### TASK REQUIREMENTS
From the first line of the records down to the one that holds "Map reading. Describe", transcribe each line exactly and add nothing.

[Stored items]
+-------+

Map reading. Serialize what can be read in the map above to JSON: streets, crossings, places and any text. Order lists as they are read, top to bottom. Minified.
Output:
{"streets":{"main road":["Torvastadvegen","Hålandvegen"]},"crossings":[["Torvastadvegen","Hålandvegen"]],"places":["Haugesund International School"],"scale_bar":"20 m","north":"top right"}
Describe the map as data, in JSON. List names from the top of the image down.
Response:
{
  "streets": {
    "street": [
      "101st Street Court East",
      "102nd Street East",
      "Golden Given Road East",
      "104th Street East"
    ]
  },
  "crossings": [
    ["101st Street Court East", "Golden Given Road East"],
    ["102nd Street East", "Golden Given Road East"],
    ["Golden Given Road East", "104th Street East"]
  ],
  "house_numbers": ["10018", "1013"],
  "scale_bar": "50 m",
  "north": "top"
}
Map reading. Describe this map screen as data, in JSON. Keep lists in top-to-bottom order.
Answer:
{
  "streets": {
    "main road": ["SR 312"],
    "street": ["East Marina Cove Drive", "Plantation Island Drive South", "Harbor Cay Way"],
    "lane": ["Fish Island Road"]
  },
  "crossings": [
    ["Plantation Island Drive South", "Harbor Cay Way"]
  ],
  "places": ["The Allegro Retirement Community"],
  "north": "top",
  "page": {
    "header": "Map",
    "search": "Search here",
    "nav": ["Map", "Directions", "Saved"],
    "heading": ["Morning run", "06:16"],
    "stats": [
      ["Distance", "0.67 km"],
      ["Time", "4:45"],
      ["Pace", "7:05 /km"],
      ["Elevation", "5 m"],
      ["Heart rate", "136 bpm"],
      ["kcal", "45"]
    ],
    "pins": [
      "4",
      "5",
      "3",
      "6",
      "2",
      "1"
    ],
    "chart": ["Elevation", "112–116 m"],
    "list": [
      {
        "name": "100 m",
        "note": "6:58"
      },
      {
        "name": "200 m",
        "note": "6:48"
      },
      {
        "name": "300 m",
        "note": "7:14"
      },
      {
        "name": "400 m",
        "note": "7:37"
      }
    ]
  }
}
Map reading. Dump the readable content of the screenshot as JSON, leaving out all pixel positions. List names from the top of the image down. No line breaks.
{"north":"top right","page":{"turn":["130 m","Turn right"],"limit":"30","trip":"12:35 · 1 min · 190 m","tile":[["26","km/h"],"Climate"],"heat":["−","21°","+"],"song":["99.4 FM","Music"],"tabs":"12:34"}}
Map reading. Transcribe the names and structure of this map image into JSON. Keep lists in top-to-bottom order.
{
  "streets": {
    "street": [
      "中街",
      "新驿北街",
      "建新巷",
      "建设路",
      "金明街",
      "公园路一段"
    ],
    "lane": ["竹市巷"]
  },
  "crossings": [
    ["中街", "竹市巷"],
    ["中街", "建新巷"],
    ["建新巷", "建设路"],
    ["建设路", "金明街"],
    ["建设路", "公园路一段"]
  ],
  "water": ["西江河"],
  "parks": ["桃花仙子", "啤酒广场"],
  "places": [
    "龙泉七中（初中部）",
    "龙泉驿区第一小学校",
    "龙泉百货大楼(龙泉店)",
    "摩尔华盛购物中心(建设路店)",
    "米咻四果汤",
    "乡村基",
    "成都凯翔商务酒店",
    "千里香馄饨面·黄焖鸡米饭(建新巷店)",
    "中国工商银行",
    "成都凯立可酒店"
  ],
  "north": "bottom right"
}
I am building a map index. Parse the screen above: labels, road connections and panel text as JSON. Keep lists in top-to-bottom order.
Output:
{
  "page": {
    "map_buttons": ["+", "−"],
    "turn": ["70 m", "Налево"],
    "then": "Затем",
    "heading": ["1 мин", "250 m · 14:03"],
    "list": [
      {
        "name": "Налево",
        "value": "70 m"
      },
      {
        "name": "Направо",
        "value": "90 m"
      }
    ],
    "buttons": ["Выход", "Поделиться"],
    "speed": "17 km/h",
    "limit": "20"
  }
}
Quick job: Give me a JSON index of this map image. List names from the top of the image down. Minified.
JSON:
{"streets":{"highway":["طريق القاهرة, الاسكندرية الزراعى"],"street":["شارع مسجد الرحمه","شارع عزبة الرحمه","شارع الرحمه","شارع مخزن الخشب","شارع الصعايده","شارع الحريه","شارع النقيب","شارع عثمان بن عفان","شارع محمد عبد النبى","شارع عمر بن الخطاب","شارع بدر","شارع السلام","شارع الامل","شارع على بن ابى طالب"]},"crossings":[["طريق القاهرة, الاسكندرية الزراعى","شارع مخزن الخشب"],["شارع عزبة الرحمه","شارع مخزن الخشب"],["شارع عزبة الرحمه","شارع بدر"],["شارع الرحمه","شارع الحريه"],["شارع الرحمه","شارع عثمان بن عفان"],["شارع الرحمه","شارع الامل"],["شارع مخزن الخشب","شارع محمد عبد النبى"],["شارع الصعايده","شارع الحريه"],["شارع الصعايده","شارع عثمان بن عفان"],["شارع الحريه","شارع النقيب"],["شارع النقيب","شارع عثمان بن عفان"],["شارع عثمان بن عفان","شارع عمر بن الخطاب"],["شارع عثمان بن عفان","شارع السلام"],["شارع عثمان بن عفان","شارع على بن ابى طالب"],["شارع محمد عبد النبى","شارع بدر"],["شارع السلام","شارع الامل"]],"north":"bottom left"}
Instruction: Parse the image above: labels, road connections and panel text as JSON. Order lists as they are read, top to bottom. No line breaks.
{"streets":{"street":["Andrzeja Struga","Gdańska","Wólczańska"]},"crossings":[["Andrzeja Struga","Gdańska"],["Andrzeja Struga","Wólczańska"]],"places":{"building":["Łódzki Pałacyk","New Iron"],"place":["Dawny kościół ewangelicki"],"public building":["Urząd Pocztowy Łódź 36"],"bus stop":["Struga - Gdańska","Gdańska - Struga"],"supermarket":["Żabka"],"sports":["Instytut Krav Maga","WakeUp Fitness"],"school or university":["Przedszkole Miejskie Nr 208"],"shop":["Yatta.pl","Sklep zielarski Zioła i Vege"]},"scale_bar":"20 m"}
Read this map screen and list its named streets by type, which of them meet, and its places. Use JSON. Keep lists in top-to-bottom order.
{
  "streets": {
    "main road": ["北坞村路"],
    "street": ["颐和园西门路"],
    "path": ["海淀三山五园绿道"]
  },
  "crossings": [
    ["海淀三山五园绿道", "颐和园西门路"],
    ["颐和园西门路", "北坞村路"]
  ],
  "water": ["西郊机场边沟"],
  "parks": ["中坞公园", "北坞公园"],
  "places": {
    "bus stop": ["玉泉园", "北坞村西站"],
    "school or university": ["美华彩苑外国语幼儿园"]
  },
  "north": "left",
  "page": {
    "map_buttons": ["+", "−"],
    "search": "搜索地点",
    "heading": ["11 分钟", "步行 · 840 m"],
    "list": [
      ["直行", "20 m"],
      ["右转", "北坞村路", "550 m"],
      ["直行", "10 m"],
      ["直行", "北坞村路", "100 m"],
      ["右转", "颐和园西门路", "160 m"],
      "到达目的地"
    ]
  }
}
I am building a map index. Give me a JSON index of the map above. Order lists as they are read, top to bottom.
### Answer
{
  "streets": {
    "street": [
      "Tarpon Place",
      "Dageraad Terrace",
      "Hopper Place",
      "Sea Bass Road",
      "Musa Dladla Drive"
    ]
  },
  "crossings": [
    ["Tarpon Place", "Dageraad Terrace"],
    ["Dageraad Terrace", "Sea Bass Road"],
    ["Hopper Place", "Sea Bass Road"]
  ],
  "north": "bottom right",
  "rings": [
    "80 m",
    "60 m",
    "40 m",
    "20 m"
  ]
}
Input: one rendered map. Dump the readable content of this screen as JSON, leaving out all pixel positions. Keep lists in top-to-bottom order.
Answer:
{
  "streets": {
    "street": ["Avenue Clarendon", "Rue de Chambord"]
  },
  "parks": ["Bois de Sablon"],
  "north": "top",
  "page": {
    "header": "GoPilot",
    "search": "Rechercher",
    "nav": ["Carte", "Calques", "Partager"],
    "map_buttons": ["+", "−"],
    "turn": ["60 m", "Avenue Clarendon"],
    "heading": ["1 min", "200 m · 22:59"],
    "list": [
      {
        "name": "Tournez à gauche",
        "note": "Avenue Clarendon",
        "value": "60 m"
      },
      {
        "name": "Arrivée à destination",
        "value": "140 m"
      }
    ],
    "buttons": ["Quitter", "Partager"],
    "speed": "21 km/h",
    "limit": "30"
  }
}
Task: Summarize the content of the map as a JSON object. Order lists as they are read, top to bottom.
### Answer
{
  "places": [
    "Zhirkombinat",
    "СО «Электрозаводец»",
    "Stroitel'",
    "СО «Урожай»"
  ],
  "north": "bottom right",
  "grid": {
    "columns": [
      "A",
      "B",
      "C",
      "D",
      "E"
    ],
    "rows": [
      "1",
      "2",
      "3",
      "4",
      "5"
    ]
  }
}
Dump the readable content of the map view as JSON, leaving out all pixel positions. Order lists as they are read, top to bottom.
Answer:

+-------+

### RESPONSE FOR THIS EXERCISE
Map reading. Serialize what can be read in the map above to JSON: streets, crossings, places and any text. Order lists as they are read, top to bottom. Minified.
Output:
{"streets":{"main road":["Torvastadvegen","Hålandvegen"]},"crossings":[["Torvastadvegen","Hålandvegen"]],"places":["Haugesund International School"],"scale_bar":"20 m","north":"top right"}
Describe the map as data, in JSON. List names from the top of the image down.
Response:
{
  "streets": {
    "street": [
      "101st Street Court East",
      "102nd Street East",
      "Golden Given Road East",
      "104th Street East"
    ]
  },
  "crossings": [
    ["101st Street Court East", "Golden Given Road East"],
    ["102nd Street East", "Golden Given Road East"],
    ["Golden Given Road East", "104th Street East"]
  ],
  "house_numbers": ["10018", "1013"],
  "scale_bar": "50 m",
  "north": "top"
}
Map reading. Describe this map screen as data, in JSON. Keep lists in top-to-bottom order.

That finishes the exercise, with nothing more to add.